February 26, 2007

イラク増派阻止議案で大失敗、マーサ議員赤恥を掻く

下院でイラク増派反対という拘束力はないが抗議としては意味のある決議案を通すことが出来民主党は気を良くしていた。この議決が上院でも通り国民の支持を得られれば、それを踏み台にこの次はいよいよ拘束力のあるイラク戦費停止議案も通せるかもしれないと意欲を燃やしていた。

しかし翌日の上院議会では可決に必要な賛成票を60票を集めることができず採決にすらもちこめずに議案は果てた。上院議会で可決できなかったことだけでなく民主党にはもうひとつ問題が生じた。

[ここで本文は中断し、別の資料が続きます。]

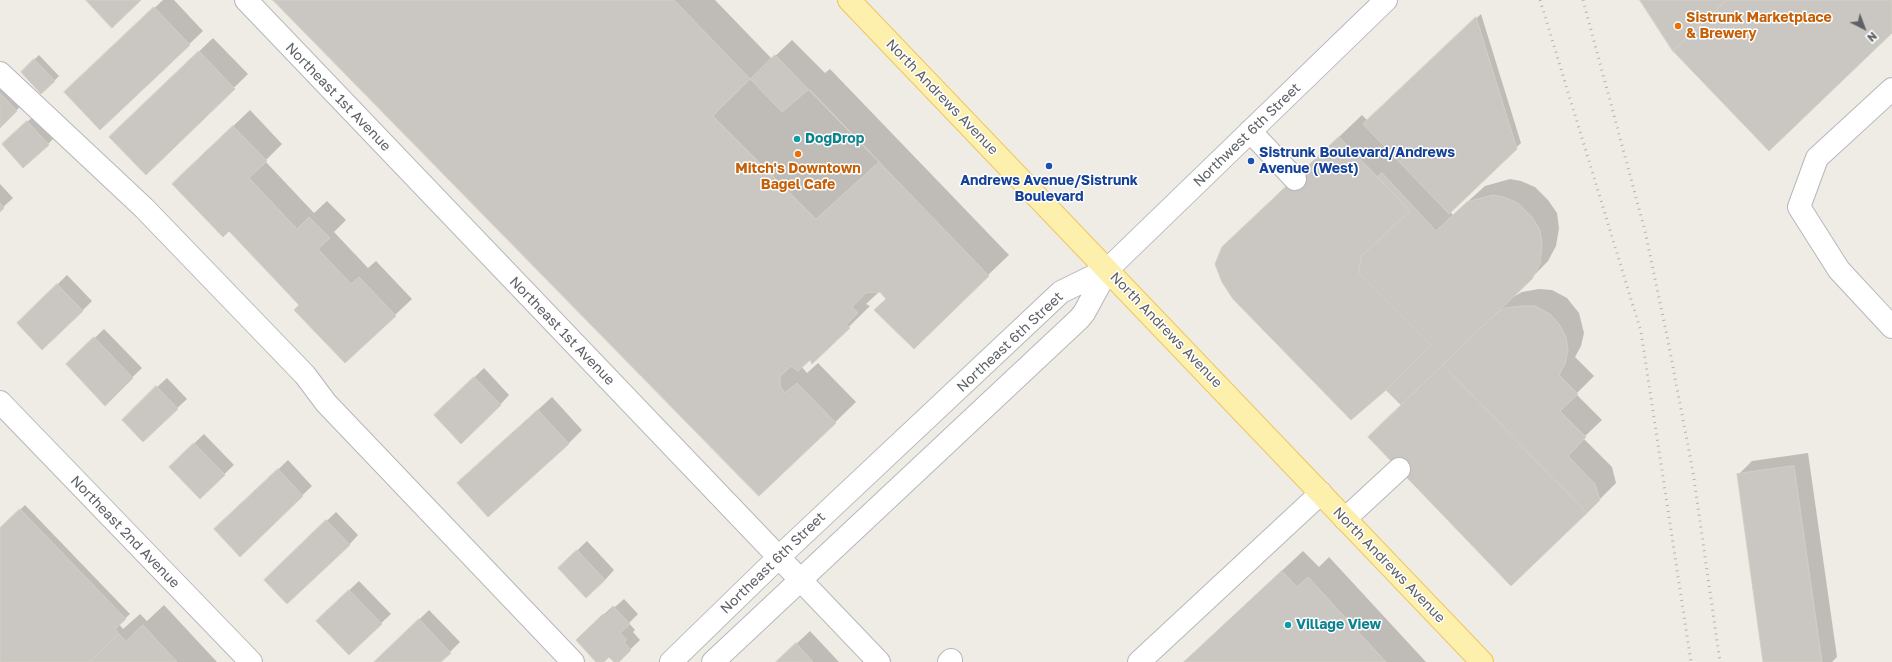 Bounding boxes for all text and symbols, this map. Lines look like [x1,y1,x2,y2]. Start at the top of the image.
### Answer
north arrow [1844,8,1884,48]
place label: Sistrunk Marketplace & Brewery [1686,10,1832,42]
marker: Sistrunk Marketplace & Brewery [1673,21,1683,31]
text: N [1865,30,1880,45]
street label: North Andrews Avenue [882,36,1002,158]
street label: Northeast 1st Avenue [282,39,394,155]
street label: Northwest 6th Street [1190,80,1304,190]
place label: DogDrop [805,131,864,147]
marker: DogDrop [792,134,802,144]
place label: Sistrunk Boulevard/Andrews Avenue (West) [1259,145,1455,178]
marker: Mitch's Downtown Bagel Cafe [793,149,803,159]
marker: Sistrunk Boulevard/Andrews Avenue (West) [1246,156,1256,166]
place label: Mitch's Downtown Bagel Cafe [735,161,861,194]
marker: Andrews Avenue/Sistrunk Boulevard [1044,161,1054,171]
place label: Andrews Avenue/Sistrunk Boulevard [960,173,1138,206]
street label: North Andrews Avenue [1106,269,1226,391]
street label: Northeast 1st Avenue [506,273,618,389]
street label: Northeast 6th Street [953,288,1067,396]
street label: Northeast 2nd Avenue [67,472,183,592]
street label: North Andrews Avenue [1329,504,1449,626]
street label: Northeast 6th Street [717,509,829,617]
place label: Village View [1296,617,1381,633]
marker: Village View [1283,620,1293,630]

下院議会が反増派議案を通す直前、海兵隊出身で退役軍人としても申し分ない肩書きのあるジョン・マーサ議員がある議案を提案したのである。これはアメリカ兵が出動されるにあたって十分な休息期間をとっていなければならないとか、武器の安全性を確かめてからでなくてはならぬとか、一見アメリカ兵たちの身を守るかに見える提案だった。

民主党にとっては決して悪い議案とも思えないのだが、何故か民主党からは支持を得ていない。それどころか発案者のマーサ議員から距離を置こうとする動きさえ出ているのだ。そのことについてワシントンポストが詳しくかいている

民主党の新人ジョー・セスタック下院議員は退役海軍大将でイラク戦争反対派として政治力を得たひとだが、セスタック議員はマーサ議員の案はまだ救える部分もあるとしながら、反戦家として声高の議員もマーサ議員の軍隊の作戦に干渉する提案は「ちょっと不安」だと語る。「私はつい最近まで軍隊にいた身ですから、その経験から言わせてもらいます。」

どうもマーサ議員の独断的な行動は民主党内部でも問題なようだ。例えばマーサ議員はこの議案についてもほかの民主党議員達と、きちんと話あった上での発表ではなかったようだし、彼主催の反戦ウェッブサイトをはじめるにあたっても下院議長のペロシ女史にすら話しを通していなかったというのである。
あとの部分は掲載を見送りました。